Haoju LU, a volunteer organizer with Chinese Delivery Workers Solidarity and a sociology PhD student at CUNY, said HungryPanda dispatchers pull out all the stops to get workers to come out for weather events, when some New Yorkers would rather pay someone to bring them food then go out themselves.
“Workers tell me that the managers always call them to go to work if tomorrow is supposed to have bad weather, like heavy rain or a snow storm. It is a long-time policy. Workers complain a lot about these things,” Lu said.

Through her organizing and research work, Lu has heard the complaints of workers who say they have been mistreated or, like Lin, feel like they have no choice but to work when the dispatcher calls.
“Workers tell me if they don’t go to work, maybe tomorrow the company will deactivate, in some extreme cases,” she said.
Founded in the United Kingdom, HungryPanda is growing its U.S. operation. The company is no stranger to enforcement from the city’s Department of Consumer and Worker Protection. A recent settlement revealed HungryPanda’s failure to abide by the delivery minimum wage law from Dec. 1, 2023 to Jan. 7, 2024, according to the consent order the department shared with Streetsblog — and agreed to pay workers more than $1 million in lost wages as a result.
The Department of Consumer and Worker Protection found HungryPanda owed one worker $13,000 after the worker logged an average of 43 hours per week at just $7.84 per hour, far below the $17.96 per hour minimum pay rate at the time (the minimum wage is now $21.44).
Beyond the minimum wage, which applies to canceled trips, city law also requires companies to let workers set a maximum delivery distance.

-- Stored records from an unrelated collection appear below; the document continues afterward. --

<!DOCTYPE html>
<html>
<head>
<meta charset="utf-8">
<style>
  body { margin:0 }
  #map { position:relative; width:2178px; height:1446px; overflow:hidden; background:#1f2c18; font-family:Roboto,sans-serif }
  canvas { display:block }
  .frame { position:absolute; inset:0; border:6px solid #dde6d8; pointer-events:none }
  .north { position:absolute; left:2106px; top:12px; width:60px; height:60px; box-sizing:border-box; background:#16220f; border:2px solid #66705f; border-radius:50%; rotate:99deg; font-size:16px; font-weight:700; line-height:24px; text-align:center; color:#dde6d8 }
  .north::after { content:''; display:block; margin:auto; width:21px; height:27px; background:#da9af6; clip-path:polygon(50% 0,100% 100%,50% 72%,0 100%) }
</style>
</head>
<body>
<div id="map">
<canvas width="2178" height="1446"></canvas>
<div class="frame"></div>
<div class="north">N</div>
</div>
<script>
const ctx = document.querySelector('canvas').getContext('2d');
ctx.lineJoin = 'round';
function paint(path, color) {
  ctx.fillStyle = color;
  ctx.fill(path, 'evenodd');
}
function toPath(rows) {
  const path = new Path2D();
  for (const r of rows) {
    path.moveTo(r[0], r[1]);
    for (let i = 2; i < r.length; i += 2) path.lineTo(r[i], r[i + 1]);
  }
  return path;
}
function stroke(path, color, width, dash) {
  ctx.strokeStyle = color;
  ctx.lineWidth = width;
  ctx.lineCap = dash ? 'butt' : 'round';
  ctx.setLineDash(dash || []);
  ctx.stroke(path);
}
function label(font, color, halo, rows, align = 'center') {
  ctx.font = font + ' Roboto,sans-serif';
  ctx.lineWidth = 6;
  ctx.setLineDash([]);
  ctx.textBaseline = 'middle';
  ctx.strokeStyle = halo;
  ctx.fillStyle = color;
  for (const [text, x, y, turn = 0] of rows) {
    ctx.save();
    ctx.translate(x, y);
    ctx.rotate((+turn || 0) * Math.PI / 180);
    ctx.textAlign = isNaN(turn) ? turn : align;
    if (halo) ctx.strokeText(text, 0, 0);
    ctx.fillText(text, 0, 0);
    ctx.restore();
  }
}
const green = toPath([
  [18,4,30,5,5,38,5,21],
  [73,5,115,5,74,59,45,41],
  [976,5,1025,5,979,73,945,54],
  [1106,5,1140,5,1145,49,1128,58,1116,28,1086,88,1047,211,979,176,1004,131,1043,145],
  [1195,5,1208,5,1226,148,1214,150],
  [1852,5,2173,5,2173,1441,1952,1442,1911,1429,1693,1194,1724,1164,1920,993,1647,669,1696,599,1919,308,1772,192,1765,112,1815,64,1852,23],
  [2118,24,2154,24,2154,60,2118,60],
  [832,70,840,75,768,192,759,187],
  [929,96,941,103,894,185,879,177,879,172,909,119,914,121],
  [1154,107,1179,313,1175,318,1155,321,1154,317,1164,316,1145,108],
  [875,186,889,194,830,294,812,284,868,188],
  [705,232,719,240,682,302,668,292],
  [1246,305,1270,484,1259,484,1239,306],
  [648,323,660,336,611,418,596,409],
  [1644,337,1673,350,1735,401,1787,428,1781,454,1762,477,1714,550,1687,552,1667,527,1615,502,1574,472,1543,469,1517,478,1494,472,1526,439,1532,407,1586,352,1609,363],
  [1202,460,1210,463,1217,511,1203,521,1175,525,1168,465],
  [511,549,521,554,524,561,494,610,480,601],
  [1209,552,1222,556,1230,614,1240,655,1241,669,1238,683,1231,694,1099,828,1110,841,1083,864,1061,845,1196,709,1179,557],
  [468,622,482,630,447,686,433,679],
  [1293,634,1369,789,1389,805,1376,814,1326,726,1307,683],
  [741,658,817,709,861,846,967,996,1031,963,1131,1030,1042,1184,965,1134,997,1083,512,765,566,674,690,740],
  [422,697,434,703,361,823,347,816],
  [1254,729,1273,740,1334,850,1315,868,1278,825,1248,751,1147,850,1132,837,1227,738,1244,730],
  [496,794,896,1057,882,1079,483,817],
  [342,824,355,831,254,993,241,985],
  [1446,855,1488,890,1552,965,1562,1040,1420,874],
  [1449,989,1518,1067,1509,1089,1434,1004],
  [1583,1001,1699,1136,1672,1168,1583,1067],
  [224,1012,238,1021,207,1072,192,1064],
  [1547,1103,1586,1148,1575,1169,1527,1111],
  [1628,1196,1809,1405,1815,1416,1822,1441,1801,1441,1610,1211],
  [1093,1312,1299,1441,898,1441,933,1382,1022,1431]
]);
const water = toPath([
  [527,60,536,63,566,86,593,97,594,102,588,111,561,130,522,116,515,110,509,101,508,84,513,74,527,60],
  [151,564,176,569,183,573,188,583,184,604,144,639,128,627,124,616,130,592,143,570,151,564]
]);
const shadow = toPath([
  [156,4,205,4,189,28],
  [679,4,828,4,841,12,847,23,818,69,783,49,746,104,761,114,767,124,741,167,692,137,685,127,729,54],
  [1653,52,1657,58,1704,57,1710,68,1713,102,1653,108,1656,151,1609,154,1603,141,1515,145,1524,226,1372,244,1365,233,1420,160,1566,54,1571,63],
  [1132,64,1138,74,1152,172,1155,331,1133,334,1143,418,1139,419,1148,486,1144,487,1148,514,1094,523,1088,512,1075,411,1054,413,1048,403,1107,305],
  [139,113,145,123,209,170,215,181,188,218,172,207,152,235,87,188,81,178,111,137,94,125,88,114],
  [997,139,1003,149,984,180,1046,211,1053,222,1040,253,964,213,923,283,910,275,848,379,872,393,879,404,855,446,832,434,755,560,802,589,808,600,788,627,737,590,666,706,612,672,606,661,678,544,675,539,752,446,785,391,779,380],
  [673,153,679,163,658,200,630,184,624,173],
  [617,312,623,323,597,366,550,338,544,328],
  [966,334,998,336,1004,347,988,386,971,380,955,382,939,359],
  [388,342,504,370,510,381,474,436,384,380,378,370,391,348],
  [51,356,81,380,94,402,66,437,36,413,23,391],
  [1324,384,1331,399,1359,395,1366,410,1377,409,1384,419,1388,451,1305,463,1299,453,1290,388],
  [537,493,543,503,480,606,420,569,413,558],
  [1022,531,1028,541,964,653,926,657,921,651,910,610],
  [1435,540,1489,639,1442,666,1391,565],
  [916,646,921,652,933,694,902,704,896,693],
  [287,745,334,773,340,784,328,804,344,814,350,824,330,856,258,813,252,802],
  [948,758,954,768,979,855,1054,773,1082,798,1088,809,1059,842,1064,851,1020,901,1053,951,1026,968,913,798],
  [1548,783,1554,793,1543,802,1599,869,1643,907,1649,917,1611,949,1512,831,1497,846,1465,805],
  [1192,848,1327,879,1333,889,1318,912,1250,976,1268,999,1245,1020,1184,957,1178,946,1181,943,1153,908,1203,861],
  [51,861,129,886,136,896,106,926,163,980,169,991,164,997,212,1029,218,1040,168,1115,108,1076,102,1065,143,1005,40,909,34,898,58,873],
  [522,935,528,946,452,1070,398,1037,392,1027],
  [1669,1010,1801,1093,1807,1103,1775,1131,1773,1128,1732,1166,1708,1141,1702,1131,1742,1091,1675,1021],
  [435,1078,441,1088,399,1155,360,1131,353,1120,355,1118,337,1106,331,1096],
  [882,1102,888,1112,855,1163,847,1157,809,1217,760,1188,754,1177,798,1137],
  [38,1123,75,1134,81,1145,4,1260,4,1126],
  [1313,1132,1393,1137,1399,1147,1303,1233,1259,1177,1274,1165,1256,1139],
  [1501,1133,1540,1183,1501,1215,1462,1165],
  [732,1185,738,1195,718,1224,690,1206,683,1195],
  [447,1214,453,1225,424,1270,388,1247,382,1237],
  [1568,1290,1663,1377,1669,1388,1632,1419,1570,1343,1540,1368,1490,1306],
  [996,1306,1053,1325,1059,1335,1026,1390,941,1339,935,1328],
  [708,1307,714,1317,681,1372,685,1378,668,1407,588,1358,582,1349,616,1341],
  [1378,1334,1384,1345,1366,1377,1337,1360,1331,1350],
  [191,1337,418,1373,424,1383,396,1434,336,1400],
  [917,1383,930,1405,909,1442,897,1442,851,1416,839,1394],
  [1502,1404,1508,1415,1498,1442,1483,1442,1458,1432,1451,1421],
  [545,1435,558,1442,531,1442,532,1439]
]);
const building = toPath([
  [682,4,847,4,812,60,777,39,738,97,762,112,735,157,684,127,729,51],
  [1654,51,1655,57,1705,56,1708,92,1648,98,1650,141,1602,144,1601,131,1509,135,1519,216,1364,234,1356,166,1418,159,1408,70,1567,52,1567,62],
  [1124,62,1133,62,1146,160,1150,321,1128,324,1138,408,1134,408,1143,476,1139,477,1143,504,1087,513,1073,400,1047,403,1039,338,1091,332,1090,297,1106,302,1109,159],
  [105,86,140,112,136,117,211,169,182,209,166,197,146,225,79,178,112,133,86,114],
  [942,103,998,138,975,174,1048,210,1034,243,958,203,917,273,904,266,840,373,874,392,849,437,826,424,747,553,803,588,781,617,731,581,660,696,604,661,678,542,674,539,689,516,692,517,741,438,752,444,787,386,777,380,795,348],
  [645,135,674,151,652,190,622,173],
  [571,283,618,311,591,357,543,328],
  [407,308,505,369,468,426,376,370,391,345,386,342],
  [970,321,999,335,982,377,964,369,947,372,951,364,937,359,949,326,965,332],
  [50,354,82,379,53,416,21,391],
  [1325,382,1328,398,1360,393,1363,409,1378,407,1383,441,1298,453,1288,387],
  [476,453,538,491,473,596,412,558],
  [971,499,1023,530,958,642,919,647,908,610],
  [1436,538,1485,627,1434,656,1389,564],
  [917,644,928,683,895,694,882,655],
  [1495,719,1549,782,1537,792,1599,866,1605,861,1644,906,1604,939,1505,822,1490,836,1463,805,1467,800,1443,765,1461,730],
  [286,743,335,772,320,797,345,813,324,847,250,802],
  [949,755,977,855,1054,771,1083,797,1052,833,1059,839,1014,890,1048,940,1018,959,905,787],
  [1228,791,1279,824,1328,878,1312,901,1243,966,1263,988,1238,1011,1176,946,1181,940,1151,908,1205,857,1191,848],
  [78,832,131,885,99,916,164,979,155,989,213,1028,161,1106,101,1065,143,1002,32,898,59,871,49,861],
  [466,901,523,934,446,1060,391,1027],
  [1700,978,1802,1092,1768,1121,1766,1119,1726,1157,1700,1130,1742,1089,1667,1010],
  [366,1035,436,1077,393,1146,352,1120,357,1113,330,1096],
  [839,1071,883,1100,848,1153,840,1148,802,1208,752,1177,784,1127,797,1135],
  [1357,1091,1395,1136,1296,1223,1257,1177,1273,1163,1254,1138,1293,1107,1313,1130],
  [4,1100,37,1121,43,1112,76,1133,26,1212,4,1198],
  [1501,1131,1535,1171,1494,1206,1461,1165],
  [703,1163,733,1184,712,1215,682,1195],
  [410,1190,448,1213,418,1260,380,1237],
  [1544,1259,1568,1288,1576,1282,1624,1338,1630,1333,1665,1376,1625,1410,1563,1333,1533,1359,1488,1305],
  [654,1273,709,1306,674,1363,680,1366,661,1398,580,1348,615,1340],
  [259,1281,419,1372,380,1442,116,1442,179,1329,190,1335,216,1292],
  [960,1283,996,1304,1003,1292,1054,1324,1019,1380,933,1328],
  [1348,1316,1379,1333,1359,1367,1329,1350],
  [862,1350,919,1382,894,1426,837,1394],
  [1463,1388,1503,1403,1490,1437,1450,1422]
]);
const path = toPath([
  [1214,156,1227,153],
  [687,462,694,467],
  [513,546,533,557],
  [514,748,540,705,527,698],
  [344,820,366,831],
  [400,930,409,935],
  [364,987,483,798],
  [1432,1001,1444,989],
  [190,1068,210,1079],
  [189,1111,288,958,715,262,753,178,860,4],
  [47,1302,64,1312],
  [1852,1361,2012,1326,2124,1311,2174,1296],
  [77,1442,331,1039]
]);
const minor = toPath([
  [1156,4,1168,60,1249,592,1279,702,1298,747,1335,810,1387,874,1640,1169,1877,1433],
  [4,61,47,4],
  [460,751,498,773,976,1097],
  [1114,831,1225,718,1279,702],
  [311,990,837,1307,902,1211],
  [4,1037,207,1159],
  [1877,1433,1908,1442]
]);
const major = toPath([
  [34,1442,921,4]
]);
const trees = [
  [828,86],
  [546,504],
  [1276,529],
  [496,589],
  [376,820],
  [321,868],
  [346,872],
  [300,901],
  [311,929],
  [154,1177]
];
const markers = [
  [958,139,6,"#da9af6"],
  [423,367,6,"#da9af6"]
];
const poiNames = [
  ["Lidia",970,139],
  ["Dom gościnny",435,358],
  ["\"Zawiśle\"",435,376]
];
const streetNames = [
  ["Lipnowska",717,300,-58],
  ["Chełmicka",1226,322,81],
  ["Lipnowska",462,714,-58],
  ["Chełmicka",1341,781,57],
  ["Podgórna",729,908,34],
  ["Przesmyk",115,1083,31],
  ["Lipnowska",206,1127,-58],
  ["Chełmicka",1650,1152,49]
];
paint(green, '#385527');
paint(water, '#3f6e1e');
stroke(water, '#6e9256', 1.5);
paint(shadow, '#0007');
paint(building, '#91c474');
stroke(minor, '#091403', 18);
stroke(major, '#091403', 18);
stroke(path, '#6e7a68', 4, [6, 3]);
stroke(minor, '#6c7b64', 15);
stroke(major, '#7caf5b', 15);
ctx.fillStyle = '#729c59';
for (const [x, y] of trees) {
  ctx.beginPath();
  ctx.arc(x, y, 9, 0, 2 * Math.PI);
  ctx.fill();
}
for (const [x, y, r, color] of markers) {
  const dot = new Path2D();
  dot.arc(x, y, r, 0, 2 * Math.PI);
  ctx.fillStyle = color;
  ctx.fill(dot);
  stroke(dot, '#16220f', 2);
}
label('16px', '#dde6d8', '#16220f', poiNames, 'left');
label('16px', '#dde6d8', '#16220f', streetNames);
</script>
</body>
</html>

In a statement, the Department of Consumer and Worker Protection, which Mayor Mamdani has empowered to aggressively regulate delivery apps, called HungryPanda’s alleged practices during the recent storm “abhorrent and illegal.”
“DCWP has recently received similar reports from HungryPanda workers and we are investigating them,” Elizabeth Wagoner, Deputy Commissioner of DCWP’s Office of Labor Policy & Standards, said in a statement.
HungryPanda did not respond to multiple requests for comment. But last year, the company’s director of public affairs, Kitty Lu, told Food On Demand that she considers HungryPanda a “cultural ambassador” and that the company wants to “help workers in their day-to-day life.”
— with translation by Angela Wang
Update, March 19: After publication of this story, HungryPanda, which did not reply to four requests for comment before publication, denied that anyone with the name Lin Cunjiao is registered on its platform. The company denied pressuring workers to complete deliveries.
“HungryPanda operates on a voluntary, on-demand model, where riders independently decide when to log in and whether to accept orders. The platform does not require, pressure, or threaten riders to go online or complete deliveries,” company rep BinBin Spratt said via email. “Our internal records show that on February 23 there was one order cancellation related to a restaurant being closed without prior notice to the platform.”